Shoppers opt for heirloom tomatoes: white, Asian, fairytale or purple eggplant. Carrots, radishes, and Swiss chard come in rainbow colors.
The UMass Cold Spring Orchard research facility in Amherst grows more than 100 varieties of apples. Perhaps apples are one of the produce items that we have routinely selected by variety over the years. Specific apple varieties for eating, baking, applesauce, and cider making have been long established. Regional favorites like our own Roxbury Russet have come back into favor.
Now, a much wider selection of many other locally grown fruit and vegetables are available from Massachusetts farms. As you walk from stand to stand, you’ll see more varieties of berries and longer seasons made possible by staging plantings for early, mid, and late season.
Greens
It’s been a long time since I saw a head of iceberg lettuce at a farmers market. I remember when the first offerings of baby greens and salad mixes appeared on the scene and were on my shopping list every week. Now, I could fill a shopping bag with different heads of lettuce for a salad to feed ten friends.
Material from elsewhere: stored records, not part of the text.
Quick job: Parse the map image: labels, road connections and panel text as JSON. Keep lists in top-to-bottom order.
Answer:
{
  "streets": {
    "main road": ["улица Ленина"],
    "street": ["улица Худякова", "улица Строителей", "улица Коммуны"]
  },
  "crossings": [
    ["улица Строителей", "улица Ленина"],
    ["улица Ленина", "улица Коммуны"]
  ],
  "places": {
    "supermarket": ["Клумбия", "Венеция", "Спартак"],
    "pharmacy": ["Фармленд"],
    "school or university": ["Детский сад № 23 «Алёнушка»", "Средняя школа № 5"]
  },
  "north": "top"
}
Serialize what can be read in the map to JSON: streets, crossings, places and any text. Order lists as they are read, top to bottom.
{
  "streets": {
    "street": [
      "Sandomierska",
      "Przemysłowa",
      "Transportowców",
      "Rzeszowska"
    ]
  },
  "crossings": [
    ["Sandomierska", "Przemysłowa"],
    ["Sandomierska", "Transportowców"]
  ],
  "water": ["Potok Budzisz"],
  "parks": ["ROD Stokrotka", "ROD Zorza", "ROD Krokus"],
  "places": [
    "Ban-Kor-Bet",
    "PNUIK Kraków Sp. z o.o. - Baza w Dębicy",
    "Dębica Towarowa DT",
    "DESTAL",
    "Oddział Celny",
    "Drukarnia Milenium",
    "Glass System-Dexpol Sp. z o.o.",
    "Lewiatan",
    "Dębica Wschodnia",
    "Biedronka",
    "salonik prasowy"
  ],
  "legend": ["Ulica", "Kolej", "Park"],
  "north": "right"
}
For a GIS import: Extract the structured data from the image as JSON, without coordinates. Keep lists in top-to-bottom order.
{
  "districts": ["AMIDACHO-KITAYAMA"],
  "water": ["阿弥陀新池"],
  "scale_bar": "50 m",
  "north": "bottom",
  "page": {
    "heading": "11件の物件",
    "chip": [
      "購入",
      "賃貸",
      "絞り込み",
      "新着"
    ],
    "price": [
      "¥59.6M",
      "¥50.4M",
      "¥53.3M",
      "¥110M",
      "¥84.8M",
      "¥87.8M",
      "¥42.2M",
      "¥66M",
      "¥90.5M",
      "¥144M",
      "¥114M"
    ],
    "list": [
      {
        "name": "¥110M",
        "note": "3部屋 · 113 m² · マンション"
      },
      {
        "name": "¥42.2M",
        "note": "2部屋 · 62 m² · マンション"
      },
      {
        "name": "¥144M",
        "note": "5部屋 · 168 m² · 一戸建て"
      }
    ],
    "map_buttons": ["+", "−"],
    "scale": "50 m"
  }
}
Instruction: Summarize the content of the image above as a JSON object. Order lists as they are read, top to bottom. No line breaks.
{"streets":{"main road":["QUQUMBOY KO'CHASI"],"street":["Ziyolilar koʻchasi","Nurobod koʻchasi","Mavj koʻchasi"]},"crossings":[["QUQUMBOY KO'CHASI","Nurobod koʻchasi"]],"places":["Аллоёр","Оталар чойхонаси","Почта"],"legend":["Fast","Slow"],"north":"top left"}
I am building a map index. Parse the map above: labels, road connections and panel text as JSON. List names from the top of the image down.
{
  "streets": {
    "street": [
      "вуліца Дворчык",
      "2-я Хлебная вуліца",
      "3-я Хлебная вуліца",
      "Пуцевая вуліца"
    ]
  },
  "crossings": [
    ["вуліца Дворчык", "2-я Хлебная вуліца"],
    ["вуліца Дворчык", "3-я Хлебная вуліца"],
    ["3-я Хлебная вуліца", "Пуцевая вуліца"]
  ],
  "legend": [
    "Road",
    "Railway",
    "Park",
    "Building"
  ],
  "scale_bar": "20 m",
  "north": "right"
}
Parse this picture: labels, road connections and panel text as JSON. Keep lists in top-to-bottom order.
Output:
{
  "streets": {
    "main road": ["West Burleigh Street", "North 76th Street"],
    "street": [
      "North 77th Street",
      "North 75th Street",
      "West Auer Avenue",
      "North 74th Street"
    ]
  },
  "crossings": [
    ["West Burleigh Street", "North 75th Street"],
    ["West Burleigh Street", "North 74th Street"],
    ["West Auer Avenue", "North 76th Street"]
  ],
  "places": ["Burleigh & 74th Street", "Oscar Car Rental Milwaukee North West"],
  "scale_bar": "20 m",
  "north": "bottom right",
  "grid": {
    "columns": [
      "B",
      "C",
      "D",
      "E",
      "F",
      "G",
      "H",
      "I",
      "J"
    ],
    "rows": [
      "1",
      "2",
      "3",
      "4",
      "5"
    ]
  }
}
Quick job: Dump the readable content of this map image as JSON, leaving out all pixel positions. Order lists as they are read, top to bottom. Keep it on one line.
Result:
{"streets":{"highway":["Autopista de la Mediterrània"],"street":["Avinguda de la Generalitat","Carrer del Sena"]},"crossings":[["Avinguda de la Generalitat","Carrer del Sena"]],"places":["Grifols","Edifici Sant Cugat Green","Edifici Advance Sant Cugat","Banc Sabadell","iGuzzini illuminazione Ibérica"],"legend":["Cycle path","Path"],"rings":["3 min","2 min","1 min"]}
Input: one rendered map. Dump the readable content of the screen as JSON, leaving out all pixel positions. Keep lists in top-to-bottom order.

Today, I’m disappointed if I can’t find baby arugula or micro greens because they have sold out before I arrived. I like mixing purple, yellow, and white potatoes in a salad. And, I’m really disappointed when I have to shop a regular supermarket with fewer choices in the fresh produce section.
Yes, our local farmers have spoiled me with great options and I'm glad that more of them will be selling year-round to satisfy my heightened expectations!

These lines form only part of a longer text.